Trotzdem entpuppe sich der Erwerb von Wohneigentum für viele Haushalte als «Fata Morgana», heisst es in einer kürzlich publizierten Studie der Credit Suisse zum Immobilienmarkt. Aufgrund des erreichten Preisniveaus und der strengeren Finanzierungsrichtlinien könne eine wachsende Anzahl von Haushalten den Hauskauf nicht mehr stemmen. Die tiefen Zinsen seien in diesem Kontext nur «eine optische Täuschung». Dazu ein einfach gehaltenes Beispiel.

Das Haus kostet 900 000 Franken. Für eine Hypothek braucht es 20 Prozent Eigenmittel oder 180 000 Franken. Falls diese erste Hürde genommen ist, gewährt die Bank eine Hypothek für 720 000 Franken. Für die Tragbarkeitsberechnung rechnet die Bank mit einem kalkulatorischen Zinssatz von 5 Prozent (36 000 Franken), plus 1 Prozent Amortisation (7200 Franken) plus 1 Prozent Nebenkosten vom Kaufpreis (9000 Franken). Das ergibt eine Summe von 52 200 Franken.

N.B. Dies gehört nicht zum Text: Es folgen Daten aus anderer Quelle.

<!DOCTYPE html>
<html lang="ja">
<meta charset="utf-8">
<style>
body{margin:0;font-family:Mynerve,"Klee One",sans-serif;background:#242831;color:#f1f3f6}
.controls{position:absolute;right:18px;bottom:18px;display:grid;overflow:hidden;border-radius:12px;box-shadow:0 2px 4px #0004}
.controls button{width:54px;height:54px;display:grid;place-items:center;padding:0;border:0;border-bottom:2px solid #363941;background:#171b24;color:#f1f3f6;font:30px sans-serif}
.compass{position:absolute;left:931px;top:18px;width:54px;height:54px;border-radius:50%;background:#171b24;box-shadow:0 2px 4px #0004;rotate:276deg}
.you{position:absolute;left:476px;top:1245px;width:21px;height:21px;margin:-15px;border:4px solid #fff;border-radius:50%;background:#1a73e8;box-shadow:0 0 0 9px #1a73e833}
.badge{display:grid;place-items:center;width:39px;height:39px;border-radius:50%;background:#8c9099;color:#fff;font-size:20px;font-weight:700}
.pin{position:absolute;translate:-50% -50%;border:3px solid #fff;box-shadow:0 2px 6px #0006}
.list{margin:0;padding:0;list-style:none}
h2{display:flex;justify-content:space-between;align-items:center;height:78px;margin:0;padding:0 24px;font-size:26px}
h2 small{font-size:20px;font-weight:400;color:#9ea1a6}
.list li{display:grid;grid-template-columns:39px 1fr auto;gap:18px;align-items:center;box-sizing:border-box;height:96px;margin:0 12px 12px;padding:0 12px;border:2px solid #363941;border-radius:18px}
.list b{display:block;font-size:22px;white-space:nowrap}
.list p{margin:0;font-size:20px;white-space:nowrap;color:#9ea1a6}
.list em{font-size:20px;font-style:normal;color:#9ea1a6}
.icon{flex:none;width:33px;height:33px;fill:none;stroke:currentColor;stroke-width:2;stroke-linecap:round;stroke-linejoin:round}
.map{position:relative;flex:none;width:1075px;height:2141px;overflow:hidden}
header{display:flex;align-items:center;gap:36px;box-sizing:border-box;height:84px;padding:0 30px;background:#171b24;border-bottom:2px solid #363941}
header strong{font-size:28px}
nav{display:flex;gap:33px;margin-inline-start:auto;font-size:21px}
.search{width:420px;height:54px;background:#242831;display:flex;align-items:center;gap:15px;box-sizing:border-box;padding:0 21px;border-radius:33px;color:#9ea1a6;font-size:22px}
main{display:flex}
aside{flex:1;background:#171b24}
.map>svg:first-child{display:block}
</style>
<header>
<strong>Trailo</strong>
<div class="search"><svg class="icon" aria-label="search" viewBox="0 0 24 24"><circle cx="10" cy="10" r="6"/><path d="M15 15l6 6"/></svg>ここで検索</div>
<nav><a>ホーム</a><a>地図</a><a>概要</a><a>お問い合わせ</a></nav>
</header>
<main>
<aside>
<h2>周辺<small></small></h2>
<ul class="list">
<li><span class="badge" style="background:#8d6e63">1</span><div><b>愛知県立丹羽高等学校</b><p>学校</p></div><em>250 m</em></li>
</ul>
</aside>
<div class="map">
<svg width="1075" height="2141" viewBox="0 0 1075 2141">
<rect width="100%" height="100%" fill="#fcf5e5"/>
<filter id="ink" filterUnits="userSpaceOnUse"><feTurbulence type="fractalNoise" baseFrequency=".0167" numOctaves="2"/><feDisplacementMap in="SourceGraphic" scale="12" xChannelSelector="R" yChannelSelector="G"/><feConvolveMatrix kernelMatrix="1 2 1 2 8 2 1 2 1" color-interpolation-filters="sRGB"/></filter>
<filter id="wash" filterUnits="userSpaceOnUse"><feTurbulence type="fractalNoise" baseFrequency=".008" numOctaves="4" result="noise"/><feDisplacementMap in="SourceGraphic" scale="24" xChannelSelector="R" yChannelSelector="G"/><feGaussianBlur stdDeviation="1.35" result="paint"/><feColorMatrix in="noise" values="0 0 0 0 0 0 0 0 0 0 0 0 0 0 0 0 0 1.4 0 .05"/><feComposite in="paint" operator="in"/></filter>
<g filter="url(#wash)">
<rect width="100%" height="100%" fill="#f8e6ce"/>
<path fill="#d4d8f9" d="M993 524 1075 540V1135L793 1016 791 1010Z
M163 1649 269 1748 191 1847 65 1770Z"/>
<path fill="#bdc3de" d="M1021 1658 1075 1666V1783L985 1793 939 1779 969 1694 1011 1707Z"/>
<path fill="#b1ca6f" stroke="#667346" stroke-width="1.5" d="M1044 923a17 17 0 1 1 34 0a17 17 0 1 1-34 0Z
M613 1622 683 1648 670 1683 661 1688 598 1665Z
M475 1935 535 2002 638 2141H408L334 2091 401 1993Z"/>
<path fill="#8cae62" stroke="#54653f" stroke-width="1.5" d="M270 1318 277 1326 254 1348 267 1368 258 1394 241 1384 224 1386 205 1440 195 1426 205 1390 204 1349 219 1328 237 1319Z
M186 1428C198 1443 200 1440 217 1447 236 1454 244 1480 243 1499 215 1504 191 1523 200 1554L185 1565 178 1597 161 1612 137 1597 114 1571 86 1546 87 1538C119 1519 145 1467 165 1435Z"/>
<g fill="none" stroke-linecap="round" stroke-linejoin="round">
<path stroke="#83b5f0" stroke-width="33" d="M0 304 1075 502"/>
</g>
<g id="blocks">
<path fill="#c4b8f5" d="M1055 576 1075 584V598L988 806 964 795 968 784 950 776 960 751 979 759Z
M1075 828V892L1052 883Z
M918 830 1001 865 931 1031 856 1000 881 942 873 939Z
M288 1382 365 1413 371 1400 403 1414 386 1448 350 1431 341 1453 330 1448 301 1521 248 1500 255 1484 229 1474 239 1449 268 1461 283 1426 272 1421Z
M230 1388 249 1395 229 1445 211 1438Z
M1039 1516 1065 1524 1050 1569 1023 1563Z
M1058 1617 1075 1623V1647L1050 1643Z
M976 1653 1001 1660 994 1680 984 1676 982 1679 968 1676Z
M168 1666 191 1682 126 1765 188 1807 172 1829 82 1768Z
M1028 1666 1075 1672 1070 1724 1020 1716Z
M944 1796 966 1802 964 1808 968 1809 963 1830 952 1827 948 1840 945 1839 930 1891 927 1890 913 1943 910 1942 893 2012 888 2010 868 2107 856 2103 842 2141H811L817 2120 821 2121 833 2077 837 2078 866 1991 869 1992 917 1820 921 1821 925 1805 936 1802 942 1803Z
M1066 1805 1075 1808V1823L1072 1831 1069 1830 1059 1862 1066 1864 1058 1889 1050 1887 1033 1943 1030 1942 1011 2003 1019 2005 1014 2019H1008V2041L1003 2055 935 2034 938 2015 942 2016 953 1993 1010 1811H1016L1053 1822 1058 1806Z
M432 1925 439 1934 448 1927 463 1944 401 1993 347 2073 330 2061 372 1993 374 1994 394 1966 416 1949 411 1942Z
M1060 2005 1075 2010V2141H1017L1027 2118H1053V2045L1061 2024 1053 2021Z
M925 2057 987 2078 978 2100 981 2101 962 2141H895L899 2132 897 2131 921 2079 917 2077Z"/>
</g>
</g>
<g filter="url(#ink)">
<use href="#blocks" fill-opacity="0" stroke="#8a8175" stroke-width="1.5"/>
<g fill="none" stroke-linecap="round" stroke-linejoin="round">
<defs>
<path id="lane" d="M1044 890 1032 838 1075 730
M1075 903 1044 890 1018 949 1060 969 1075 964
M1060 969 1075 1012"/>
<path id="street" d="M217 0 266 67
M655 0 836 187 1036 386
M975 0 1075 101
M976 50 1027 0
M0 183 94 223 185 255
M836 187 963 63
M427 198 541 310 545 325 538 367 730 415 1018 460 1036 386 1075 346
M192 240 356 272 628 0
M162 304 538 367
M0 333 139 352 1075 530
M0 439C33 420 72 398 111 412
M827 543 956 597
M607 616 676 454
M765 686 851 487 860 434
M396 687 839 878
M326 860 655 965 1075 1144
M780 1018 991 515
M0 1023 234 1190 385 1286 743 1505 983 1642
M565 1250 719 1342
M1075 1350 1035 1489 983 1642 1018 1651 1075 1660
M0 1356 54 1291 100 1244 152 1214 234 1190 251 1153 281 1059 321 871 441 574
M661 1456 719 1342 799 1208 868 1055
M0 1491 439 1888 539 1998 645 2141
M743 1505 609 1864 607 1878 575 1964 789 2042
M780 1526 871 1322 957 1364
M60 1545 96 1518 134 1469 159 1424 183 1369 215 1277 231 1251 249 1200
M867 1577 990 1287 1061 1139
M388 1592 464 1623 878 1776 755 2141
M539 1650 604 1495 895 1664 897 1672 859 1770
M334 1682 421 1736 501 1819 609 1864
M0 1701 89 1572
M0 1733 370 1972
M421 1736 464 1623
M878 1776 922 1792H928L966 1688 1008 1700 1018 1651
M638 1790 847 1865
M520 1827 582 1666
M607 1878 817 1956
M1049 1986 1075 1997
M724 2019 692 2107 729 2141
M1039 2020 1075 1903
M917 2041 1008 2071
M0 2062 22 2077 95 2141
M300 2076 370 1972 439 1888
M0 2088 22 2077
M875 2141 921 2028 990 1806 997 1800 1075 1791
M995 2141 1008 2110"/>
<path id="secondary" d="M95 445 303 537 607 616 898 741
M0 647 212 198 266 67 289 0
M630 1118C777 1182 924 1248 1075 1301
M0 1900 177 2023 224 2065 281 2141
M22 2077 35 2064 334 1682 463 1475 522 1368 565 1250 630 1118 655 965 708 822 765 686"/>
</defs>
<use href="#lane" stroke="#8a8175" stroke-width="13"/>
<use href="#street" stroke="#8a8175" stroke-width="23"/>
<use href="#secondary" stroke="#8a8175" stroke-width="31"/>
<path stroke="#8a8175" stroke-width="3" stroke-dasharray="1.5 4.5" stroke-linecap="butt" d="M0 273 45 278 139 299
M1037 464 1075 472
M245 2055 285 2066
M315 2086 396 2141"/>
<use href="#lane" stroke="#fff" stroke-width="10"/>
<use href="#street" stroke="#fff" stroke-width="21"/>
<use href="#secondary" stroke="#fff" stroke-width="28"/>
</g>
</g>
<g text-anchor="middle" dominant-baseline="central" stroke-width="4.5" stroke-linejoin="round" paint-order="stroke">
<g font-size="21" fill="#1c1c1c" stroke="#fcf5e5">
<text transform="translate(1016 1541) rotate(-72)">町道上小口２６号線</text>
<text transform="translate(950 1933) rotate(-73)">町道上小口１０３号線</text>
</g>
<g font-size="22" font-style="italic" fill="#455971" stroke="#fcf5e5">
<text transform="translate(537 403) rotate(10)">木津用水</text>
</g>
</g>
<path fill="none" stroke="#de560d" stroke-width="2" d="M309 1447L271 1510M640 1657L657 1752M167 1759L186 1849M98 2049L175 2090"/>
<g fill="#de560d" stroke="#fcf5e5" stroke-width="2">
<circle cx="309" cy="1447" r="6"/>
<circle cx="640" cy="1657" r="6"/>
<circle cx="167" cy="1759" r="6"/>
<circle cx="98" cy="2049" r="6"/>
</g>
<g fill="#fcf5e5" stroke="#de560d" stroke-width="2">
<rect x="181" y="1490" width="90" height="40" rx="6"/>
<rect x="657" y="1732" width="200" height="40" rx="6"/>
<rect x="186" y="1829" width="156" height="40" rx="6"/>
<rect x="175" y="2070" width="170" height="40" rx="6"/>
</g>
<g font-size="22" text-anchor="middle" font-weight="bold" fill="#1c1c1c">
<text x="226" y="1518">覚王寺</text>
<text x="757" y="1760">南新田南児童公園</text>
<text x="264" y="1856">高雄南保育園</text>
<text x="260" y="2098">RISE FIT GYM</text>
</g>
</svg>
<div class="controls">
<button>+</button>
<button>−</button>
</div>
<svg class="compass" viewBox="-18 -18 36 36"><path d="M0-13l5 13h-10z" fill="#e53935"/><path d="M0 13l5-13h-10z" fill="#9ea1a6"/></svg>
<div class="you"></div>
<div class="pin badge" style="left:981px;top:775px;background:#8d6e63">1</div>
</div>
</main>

Die Wohnkosten sollten maximal ein Drittel des Bruttoeinkommens ausmachen. Das heisst, die Familie muss über ein Einkommen von 156 600 Franken verfügen. Ohne hohe Eigenmittel und ein sehr anständiges Lohneinkommen bleibt der Hauskauf also ein Traum.

«Potenzial nicht ausgeschöpft»

«Daraus folgt», so Hans Peter Schrenk von der Balsthaler Bank, «dass gewisse Nachfragerkreise von vorneherein ausgeschlossen sind». In seinem ländlichen Marktgebiet seien aber die Baulandpreise im Vergleich zu den grossen Ballungszentren noch erschwinglich. Deshalb sei der Kreis an Hypothekarnehmern grösser. Auch Markus Boss von der Solothurner Regiobank beobachtet, dass das Preisniveau in «seinem» Marktgebiet im Vergleich zu den Hotspots wesentlich tiefer sei und sich noch in einem vernünftigen Rahmen bewege.

«Die Nachfrage nach Finanzierungen von selbstbewohntem Eigentum ist sehr gut. Und die Bedingungen sind für die potenziellen Hausbesitzer erfüllbar.» Auch die Bank SoBa sieht «das Potenzial in der Region Solothurn noch nicht ausgeschöpft».